Utama Samarinda Balikpapan Kaltim IKN Nasional Olahraga Bisnis Lifestyle Opini Sosbis Hiburan Kesehatan

Membaca Gagasan Sahroni untuk KPK

Muhammad Aufal Fresky • Kamis, 21 Agustus 2025 | 16:51 WIB
Muhammad Aufal Fresky
Muhammad Aufal Fresky

 

 

KALTIMPOST.ID, Ada-ada saja ide Sahroni. Di luar nalar dan sedikit sontoloyo. Lembaga negara sekelas Komisi Pemberantasan Korupsi (KPK) diimbaunya untuk menjalin komunikasi terlebih dahulu kepada pimpinan partai politik (parpol) apabila hendak menggelar operasi tangkap tangan (OTT).

Gagasan yang membuat kita mengernyitkan dahi dan barangkali sedikit terpingkal-pingkal, sebab agak kocak memang. Sama sekali tidak ada landasan rasional, apalagi landasan konsitusionalnya.

Lagian, jika laporan dulu, bisa-bisa oknum yang sedang diincar lari dan menghilang tanpa jejak.

Mau jadi apa negara ini, jika setiap proses penangkapan maling, lebih-lebih bandit negara, harus melayangkan surat pemberitahuan; baik secara lisan atau tulisan misalnya.

Tidak hanya itu, anggota DPR RI yang sekaligus Bendum NasDem itu juga menyoroti dan mempertanyakan OTT yang dilakukan KPK.

Kebetulan, memang sebelumnya, Bupati Kolaka Timur Abdul Aziz, yang juga merupakan kader NasDem ditangkap KPK.

Aziz ditetapkan sebagai tersangka dugaan korupsi pembangunan Rumah Sakit Umum Daerah (RSUD) Kolaka Timur, Sulawesi Tenggara.

Penangkapan tersebut terjadi saat NasDem sedang menggelar rapat kerja nasional (rakernas) NasDem di Makassar, Sulawesi Selatan.

Masih berkaitan dengan hal tersebut, seperti yang dilansir detik.com (20/8), Sahroni mengusulkan penangkapan Aziz semestinya dilakukan bersamaan dengan terduga pelaku yang lain.

Ia menilai harus ada waktu yang pas dan jangan sampai parpol tidak dihargai.
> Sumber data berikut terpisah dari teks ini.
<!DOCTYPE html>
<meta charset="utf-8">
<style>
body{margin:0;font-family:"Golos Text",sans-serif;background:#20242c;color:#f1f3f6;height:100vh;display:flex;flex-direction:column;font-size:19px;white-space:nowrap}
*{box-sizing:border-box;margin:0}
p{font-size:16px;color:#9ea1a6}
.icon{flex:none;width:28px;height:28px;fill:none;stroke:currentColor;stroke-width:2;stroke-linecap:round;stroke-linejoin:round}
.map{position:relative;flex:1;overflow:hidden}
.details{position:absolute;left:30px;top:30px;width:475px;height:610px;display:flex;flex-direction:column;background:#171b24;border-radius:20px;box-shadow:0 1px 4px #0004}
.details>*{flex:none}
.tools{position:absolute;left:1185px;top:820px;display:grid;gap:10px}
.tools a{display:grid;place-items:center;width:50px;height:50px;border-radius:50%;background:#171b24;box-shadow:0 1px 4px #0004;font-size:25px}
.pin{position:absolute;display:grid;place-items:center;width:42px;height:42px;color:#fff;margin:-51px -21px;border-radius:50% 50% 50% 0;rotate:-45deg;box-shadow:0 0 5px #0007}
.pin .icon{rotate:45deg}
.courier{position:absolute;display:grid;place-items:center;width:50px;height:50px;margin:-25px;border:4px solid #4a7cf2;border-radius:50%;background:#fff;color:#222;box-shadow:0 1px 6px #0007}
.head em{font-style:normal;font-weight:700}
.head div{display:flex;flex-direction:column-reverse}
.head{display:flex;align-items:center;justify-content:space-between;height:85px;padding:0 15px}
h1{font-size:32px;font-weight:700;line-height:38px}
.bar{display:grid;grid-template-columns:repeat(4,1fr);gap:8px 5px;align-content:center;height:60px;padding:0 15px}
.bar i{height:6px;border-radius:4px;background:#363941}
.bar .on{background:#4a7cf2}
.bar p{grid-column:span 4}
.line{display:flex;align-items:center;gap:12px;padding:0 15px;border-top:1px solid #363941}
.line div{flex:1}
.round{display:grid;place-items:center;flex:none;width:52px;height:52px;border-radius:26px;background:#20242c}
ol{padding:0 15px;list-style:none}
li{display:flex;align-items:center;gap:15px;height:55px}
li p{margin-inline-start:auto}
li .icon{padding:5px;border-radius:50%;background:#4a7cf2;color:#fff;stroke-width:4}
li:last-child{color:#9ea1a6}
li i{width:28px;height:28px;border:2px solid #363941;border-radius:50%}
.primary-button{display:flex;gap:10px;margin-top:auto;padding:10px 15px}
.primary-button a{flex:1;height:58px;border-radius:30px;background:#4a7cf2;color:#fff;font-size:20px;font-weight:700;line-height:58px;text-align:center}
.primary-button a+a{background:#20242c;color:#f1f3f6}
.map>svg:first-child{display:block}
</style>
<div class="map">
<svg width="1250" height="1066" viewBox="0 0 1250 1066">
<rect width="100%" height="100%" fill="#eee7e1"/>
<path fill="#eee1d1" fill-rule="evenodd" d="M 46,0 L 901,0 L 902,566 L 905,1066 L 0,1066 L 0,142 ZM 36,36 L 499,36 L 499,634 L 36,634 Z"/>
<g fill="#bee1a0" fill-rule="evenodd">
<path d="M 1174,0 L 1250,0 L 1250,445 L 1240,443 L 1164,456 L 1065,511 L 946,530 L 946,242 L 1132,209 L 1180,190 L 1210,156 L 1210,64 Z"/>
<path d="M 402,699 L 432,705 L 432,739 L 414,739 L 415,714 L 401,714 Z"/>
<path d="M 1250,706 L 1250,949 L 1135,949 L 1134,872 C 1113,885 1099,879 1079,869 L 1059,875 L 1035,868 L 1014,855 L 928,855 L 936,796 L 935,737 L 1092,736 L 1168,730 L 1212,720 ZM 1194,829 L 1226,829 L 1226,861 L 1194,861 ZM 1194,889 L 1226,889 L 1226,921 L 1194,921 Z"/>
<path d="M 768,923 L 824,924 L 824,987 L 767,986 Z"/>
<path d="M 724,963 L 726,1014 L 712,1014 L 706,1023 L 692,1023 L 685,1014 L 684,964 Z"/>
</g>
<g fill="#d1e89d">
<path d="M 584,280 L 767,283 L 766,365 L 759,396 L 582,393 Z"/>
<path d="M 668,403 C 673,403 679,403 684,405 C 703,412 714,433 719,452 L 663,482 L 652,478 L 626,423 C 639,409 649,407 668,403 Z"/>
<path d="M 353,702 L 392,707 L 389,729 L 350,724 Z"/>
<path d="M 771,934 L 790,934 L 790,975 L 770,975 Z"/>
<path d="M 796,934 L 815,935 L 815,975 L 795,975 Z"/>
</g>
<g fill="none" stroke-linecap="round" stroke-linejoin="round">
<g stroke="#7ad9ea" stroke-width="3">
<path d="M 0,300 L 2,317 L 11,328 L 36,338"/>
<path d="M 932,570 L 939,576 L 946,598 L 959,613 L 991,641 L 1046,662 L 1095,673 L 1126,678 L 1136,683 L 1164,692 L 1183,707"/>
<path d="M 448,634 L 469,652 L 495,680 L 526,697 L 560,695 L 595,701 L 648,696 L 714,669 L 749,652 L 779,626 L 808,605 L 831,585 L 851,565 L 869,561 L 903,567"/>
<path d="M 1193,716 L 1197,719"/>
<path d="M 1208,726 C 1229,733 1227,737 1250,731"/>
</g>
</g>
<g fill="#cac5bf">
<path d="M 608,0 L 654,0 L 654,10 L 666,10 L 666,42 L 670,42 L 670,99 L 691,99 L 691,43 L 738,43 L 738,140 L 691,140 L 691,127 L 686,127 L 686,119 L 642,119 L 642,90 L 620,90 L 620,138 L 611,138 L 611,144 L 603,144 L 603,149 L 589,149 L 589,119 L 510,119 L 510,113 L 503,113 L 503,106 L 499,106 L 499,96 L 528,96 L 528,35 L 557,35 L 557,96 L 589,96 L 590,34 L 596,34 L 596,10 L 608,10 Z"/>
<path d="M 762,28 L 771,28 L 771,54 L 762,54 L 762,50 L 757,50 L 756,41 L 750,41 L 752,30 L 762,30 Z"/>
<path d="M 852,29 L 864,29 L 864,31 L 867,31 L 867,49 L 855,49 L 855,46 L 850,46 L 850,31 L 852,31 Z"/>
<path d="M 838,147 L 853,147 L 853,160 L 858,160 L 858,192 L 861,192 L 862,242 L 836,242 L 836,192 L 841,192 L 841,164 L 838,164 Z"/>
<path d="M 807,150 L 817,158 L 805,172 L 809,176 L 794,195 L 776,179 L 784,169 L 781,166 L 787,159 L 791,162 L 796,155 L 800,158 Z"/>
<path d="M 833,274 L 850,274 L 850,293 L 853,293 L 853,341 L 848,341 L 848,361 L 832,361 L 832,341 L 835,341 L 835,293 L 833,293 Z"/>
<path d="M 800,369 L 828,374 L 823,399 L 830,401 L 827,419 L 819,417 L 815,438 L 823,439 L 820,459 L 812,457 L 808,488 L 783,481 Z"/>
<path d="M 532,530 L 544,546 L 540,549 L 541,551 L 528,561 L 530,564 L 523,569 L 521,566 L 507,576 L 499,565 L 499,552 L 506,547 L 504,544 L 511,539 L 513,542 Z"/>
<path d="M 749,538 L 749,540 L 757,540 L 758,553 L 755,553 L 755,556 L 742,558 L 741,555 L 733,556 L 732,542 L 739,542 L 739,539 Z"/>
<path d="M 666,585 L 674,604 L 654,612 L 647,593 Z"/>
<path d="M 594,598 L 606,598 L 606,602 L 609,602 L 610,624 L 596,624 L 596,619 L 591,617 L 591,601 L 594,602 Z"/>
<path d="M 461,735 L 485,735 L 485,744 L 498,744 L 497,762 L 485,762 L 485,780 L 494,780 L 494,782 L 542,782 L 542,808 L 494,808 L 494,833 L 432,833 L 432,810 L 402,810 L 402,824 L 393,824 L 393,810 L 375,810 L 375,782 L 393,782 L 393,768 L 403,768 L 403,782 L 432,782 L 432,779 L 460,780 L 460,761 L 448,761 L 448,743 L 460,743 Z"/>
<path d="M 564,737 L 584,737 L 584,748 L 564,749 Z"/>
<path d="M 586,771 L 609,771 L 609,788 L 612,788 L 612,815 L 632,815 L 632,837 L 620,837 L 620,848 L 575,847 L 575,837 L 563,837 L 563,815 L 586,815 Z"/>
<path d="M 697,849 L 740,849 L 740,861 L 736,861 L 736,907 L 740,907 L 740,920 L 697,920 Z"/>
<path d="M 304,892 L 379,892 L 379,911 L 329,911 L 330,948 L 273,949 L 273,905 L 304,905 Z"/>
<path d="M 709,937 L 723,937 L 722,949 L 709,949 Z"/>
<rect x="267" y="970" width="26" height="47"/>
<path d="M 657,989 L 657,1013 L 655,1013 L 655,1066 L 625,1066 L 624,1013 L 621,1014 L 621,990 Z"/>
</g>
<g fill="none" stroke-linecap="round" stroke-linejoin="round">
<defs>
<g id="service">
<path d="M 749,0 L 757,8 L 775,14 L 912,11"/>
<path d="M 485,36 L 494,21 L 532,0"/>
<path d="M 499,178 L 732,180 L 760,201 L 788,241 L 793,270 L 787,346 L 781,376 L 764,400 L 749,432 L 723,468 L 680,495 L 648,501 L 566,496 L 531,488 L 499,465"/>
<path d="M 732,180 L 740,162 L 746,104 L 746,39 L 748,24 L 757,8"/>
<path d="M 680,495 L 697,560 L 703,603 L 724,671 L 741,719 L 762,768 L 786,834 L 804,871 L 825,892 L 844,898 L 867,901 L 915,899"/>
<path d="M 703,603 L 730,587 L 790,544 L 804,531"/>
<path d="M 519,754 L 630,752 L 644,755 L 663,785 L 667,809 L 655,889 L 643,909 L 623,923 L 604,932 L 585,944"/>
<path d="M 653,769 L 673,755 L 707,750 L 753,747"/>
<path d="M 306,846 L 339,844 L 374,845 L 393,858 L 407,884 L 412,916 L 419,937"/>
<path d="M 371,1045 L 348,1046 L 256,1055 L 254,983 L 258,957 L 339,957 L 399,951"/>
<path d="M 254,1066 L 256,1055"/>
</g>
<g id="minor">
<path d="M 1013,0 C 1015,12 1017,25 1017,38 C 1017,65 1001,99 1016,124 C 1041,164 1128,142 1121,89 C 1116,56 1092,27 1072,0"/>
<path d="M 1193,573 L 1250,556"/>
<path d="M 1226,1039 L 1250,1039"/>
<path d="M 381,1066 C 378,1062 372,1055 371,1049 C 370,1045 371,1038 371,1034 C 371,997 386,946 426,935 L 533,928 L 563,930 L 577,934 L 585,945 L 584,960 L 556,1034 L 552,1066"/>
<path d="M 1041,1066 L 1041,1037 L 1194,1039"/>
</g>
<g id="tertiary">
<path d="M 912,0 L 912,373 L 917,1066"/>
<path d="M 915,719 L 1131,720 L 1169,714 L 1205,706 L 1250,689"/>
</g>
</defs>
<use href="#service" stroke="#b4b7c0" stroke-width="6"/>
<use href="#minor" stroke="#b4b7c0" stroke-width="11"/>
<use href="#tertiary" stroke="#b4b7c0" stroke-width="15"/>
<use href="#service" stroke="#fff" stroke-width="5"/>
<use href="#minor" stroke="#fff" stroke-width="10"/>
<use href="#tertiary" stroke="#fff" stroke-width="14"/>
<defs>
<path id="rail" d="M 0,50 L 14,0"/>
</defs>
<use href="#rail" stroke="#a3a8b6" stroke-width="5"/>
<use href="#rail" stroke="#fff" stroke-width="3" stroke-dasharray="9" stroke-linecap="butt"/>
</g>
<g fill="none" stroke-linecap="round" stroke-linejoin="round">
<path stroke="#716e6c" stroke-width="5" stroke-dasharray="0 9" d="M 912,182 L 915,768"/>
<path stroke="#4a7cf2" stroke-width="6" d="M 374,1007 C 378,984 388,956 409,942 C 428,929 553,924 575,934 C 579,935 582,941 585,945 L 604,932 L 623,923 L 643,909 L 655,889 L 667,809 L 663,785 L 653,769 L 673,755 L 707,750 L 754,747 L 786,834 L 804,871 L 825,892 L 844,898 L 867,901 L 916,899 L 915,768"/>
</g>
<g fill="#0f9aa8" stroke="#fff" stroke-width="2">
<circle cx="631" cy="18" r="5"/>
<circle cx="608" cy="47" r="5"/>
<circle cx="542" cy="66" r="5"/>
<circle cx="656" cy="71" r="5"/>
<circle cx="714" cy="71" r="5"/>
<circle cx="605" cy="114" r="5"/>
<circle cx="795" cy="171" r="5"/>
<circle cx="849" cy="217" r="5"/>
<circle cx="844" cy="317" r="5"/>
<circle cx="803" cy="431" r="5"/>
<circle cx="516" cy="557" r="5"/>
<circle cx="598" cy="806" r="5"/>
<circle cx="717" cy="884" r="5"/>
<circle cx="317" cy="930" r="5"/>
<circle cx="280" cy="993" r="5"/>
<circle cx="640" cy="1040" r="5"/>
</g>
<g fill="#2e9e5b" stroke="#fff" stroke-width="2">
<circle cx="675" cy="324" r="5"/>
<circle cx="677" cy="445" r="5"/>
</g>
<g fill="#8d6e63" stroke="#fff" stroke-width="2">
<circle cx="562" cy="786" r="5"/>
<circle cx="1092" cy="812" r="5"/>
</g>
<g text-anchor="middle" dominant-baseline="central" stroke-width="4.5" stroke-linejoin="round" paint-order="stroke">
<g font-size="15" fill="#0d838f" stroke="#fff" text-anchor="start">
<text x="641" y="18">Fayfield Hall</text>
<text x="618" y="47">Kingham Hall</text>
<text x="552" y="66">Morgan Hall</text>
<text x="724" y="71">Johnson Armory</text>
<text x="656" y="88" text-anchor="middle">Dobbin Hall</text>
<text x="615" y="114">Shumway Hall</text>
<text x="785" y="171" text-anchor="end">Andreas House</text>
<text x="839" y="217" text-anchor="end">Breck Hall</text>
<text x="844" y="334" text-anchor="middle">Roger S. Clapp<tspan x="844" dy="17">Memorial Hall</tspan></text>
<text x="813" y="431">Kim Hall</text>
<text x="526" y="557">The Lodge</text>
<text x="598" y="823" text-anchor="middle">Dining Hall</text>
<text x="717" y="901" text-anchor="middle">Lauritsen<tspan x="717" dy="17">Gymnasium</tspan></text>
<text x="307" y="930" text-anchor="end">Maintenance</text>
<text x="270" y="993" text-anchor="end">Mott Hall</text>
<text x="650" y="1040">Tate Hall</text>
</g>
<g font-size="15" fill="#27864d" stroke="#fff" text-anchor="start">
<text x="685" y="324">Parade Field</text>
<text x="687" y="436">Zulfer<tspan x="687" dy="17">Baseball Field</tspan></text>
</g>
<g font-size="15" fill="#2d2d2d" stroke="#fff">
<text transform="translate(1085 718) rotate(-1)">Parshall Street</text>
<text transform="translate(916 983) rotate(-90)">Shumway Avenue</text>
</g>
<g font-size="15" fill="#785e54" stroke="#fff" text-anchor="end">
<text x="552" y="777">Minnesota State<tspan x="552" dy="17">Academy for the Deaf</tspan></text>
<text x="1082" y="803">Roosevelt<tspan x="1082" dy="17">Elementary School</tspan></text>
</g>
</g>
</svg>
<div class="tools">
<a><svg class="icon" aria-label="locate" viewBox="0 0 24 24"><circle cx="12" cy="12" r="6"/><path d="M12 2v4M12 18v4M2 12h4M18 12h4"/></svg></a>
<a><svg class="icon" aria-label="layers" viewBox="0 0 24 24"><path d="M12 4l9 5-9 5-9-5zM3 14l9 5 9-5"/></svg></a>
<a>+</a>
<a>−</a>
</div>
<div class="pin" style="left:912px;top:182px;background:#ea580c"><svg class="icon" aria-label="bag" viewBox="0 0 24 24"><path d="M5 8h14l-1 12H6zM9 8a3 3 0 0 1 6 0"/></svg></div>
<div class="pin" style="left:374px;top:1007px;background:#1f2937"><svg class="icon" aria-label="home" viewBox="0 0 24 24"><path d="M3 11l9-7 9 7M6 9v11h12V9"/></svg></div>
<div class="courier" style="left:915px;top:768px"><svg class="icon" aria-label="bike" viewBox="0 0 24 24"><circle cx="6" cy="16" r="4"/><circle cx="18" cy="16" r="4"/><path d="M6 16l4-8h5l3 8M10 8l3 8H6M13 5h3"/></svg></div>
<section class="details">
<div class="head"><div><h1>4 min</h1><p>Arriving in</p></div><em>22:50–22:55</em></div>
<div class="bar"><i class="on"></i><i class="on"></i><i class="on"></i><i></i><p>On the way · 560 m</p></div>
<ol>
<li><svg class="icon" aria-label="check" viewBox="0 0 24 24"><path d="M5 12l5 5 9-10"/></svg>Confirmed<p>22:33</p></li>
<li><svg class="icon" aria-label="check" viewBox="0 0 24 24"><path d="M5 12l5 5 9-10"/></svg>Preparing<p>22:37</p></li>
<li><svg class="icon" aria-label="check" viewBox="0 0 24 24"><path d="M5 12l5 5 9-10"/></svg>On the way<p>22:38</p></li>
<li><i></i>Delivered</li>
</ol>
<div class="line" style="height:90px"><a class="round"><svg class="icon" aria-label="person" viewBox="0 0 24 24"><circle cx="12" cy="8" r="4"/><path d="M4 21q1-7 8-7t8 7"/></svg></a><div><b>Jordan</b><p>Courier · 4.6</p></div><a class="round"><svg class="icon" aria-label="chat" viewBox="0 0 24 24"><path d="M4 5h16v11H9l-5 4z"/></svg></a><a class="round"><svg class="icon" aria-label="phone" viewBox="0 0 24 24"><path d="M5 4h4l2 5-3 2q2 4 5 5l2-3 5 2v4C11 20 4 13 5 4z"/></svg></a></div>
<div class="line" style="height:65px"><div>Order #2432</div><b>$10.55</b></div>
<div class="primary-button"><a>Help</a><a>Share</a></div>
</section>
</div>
Saya pun tidak habis pikir, bisa-bisanya Sahroni melontarkan pernyataan semacam itu.

Seolah-olah KPK harus menentukan momentum yang pas untuk melakukan penyelidikan.

Jika demikian, siapa yang menjamin tersangka akan kooperatif dan barang bukti tidak hilang?

Ditambah lagi, Sahroni minta KPK menghargai parpolnya. Padahal, ulah kadernya itu merugikan negara, semakin menyengsarakan rakyat.

Betapa banyak anggaran negara yang bocor dan masuk kantong-kantong pribadi koruptor. Menyebabkan ragam pembangunan kian terhambat.

Atau bahkan bisa mandek. Padahal, korupsi benar-benar menjadi virus yang harus dibasmi hingga ke akar-akarnya. Bukan dikompromikan, apalagi dianggap wajar.

Bukan pula dilindungi dengan segala dalih. Sekali lagi, ide yang disampaikan Sahroni dalam rapat kerja Komisi III DPR dengan pimpinan KPK itu tak bisa diterima akal sehat.

Membuat publik semakin ragu bercampur cemas terkait keseriusan DPR membela kepentingan rakyat.

Andai kata yang tertangkap tangan bukan kader NasDem, barangkali Sahroni akan diam seribu bahasa.

Atas nama loyalitas tanpa batas terhadap partai, sepertinya apa saja akan dilontarkan Sahroni.

Meskipun harus berhadap-hadapan dengan masyarakat dan bahkan dimusuhi masyarakat. Sepertinya, dia berani-berani saja.

Dalam hal ini, kecintaannya kepada NasDem, patut diacungi jempol. Namun di lain sisi, kecintaannya kepada masyarakat masih patut dipertanyakan.

Sebagai rakyat, kita pun tidak sudi apabila terjadi kongkalikong atau kompromi dalam penegakan hukum. Maka usul Sahroni itu bisa saja mengarah ke sana.

Kita tidak tahu apa yang terjadi jika penyidik KPK menjalin komunikasi terlebih dahulu dengan pimpinan parpol sebelum menangkap koruptor.

Bisa saja penangkapannya ditunda atau bahkan digagalkan. Itu pun kalau semisal pimpinan KPK bisa diajak ‘kerja sama’.

Namun tentunya, kita masih optimistis KPK adalah lembaga independen yang tidak bisa dikendalikan atau diatur-atur oleh pimpinan parpol.

Siapa pun yang bersalah, harus ditindak tegas. Siapa pun yang terlibat korupsi dilibas. Kita menolak keras adanya tawar menawar dalam kasus korupsi.

Biarkan KPK menjalankan tugas dan perannya sesuai regulasi yang ada.

Mengenai hal itu, sepertinya perlu dipaparkan lagi, bahwa dalam Pasal 6 UU Nomor 30 Tahun 2002, KPK memiliki lima tugas, di antaranya: a) koordinasi dengan instansi yang berwenang melakukan pemberantasan tindak pidana korupsi; b) supervisi terhadap instansi yang berwenang melakukan pemberantasan tindak pidana korupsi; c) melakukan penyelidikan, penyidikan, dan penuntutan terhadap tindak pidana korupsi; d) melakukan tindakan-tindakan pencegahan tindak pidana korupsi; e) melakukan monitor terhadap penyelenggaraan pemerintahan negara.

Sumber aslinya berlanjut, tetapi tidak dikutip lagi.